## Eliminar fechas fuera del rango necesario en MYSQL

Se utiliza un codigo ejecutado local o en colab para limpieza de Taxis_fhv_data 

In [7]:
import mysql.connector
from dotenv import load_dotenv
import os
import time
import logging
from datetime import datetime

# Configure logging
logging.basicConfig(
    level=logging.INFO, 
    format='%(asctime)s - %(levelname)s: %(message)s',
    filename='database_deletion.log'
)
logger = logging.getLogger(__name__)

class DatabaseManager:
    def __init__(self):
        # Load environment variables
        load_dotenv()

        # Get database credentials from environment variables
        self.db_host = os.getenv('DB_HOST')
        self.db_user = os.getenv('DB_USER')
        self.db_password = os.getenv('DB_PASSWORD')
        self.db_name = os.getenv('DB_NAME')

    def _create_connection(self):
        """Create a database connection"""
        try:
            conn = mysql.connector.connect(
                host=self.db_host,
                user=self.db_user,
                password=self.db_password,
                database=self.db_name
            )
            return conn
        except mysql.connector.Error as err:
            logger.error(f"Connection error: {err}")
            raise

    def delete_records_outside_date_range(self, start_date, end_date, batch_size=10000):
        """
        Delete records outside specified date range with retry and batching
        
        :param start_date: Start date for keeping records
        :param end_date: End date for keeping records
        :param batch_size: Number of records to delete in each batch
        """
        conn = None
        cursor = None
        total_deleted = 0

        try:
            conn = self._create_connection()
            conn.autocommit = False  # Disable autocommit
            cursor = conn.cursor()
            
            # Print and log start of deletion process
            print("Starting deletion process...")
            logger.info("Starting deletion process...")

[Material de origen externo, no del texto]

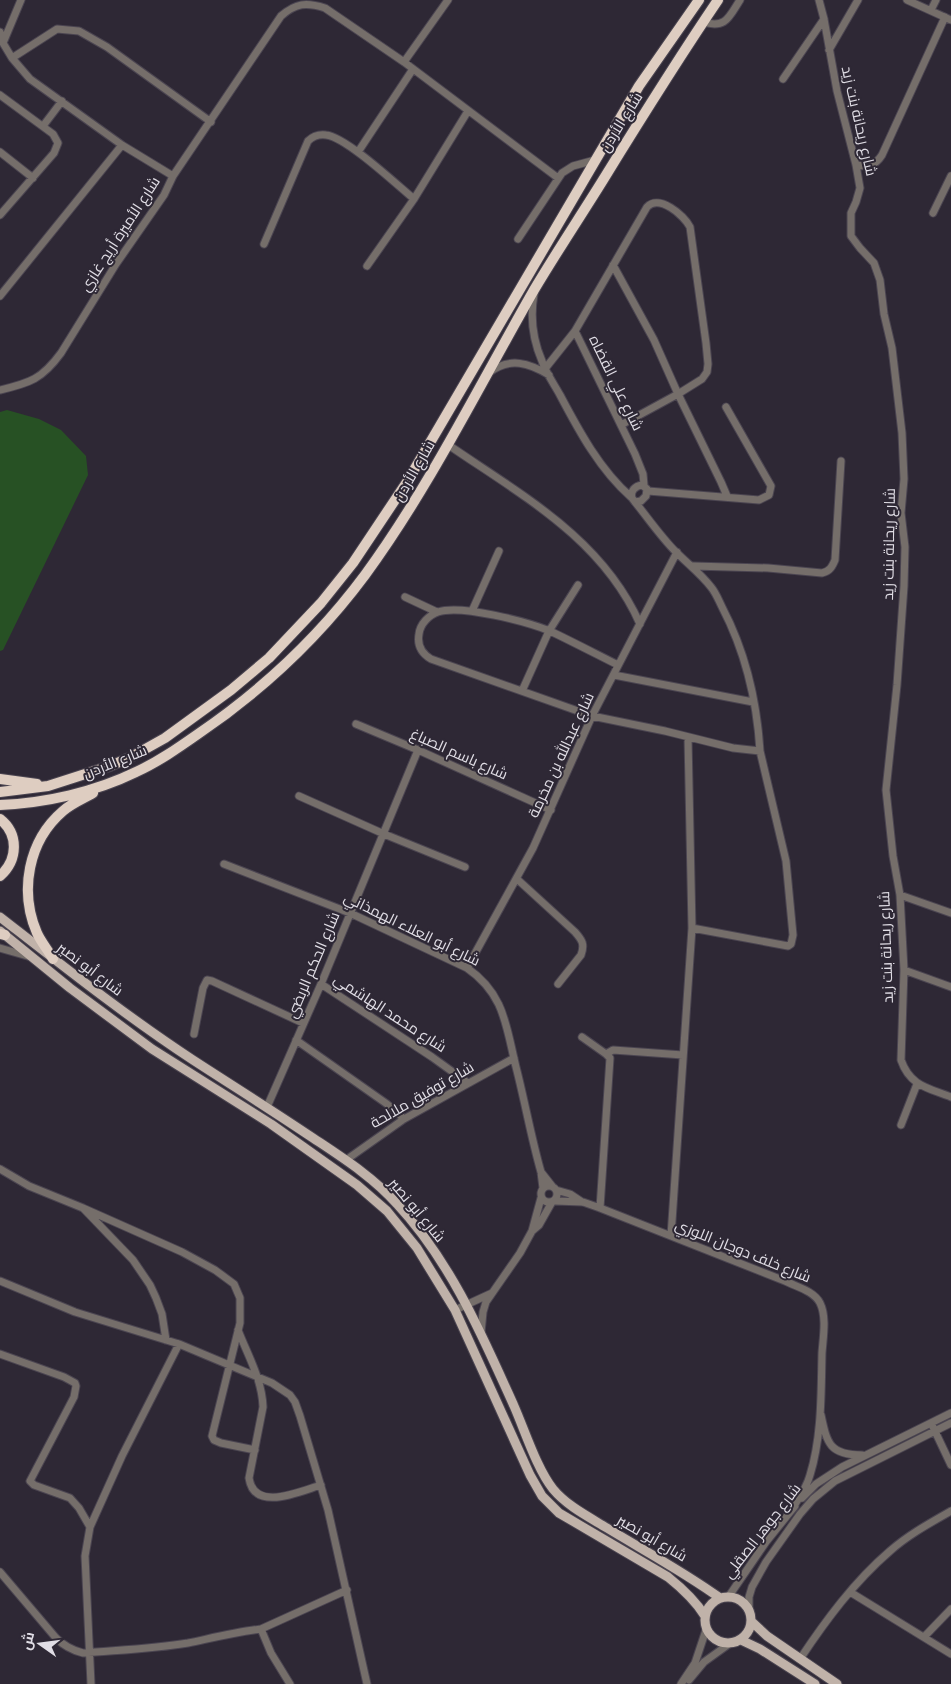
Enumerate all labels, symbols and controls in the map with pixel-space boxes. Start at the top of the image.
street label: شارع ريحانة بنت زيد [836,64,881,178]
street label: شارع الأردن [595,88,648,156]
street label: شارع الأميرة أريج غازي [75,173,166,296]
street label: شارع علي القضاه [582,332,648,435]
street label: شارع الأردن [389,437,440,506]
street label: شارع ريحانة بنت زيد [878,488,901,600]
street label: شارع عبدالله بن مخرمة [523,689,600,821]
street label: شارع باسم الصباغ [407,724,511,785]
street label: شارع الأردن [80,740,150,785]
street label: شارع أبو العلاء الهمذاني [340,887,483,972]
street label: شارع ريحانة بنت زيد [874,891,899,1003]
street label: شارع الحكم الربضي [282,909,346,1022]
street label: شارع أبو نصير [51,937,127,1001]
street label: شارع محمد الهاشمي [329,969,450,1059]
street label: شارع توفيق ملالحة [366,1057,478,1134]
street label: شارع أبو نصير [383,1173,450,1247]
street label: شارع خلف دوجان اللوزي [671,1215,814,1289]
street label: شارع جوهر الصقلي [719,1479,807,1584]
street label: شارع أبو نصير [612,1509,691,1567]
north arrow [15,1619,65,1669]
text: ش [16,1630,38,1652]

            # Validate date format
            try:
                datetime.strptime(start_date, '%Y-%m-%d')
                datetime.strptime(end_date, '%Y-%m-%d')
            except ValueError:
                logger.error("Invalid date format. Use YYYY-MM-DD")
                print("Invalid date format. Use YYYY-MM-DD")
                return 0

            # Initial check to estimate total records to delete
            count_query = f"""
            SELECT COUNT(*) FROM taxi_fhv_data
            WHERE NOT (Pickup_datetime BETWEEN '{start_date}' AND '{end_date}')
            """
            cursor.execute(count_query)
            total_records = cursor.fetchone()[0]
            logger.info(f"Total records to delete: {total_records}")
            print(f"Total records to delete: {total_records}")

            # Delete in batches to reduce lock contention
            while True:
                delete_query = f"""
                DELETE FROM taxi_fhv_data 
                WHERE NOT (Pickup_datetime BETWEEN '{start_date}' AND '{end_date}')
                LIMIT {batch_size}
                """

                # Retry mechanism with exponential backoff
                max_retries = 5
                for attempt in range(max_retries):
                    try:
                        cursor.execute(delete_query)
                        conn.commit()
                        rows_deleted = cursor.rowcount
                        total_deleted += rows_deleted

                        logger.info(f"Batch delete - Rows deleted: {rows_deleted}")
                        print(f"Batch delete - Rows deleted: {rows_deleted}")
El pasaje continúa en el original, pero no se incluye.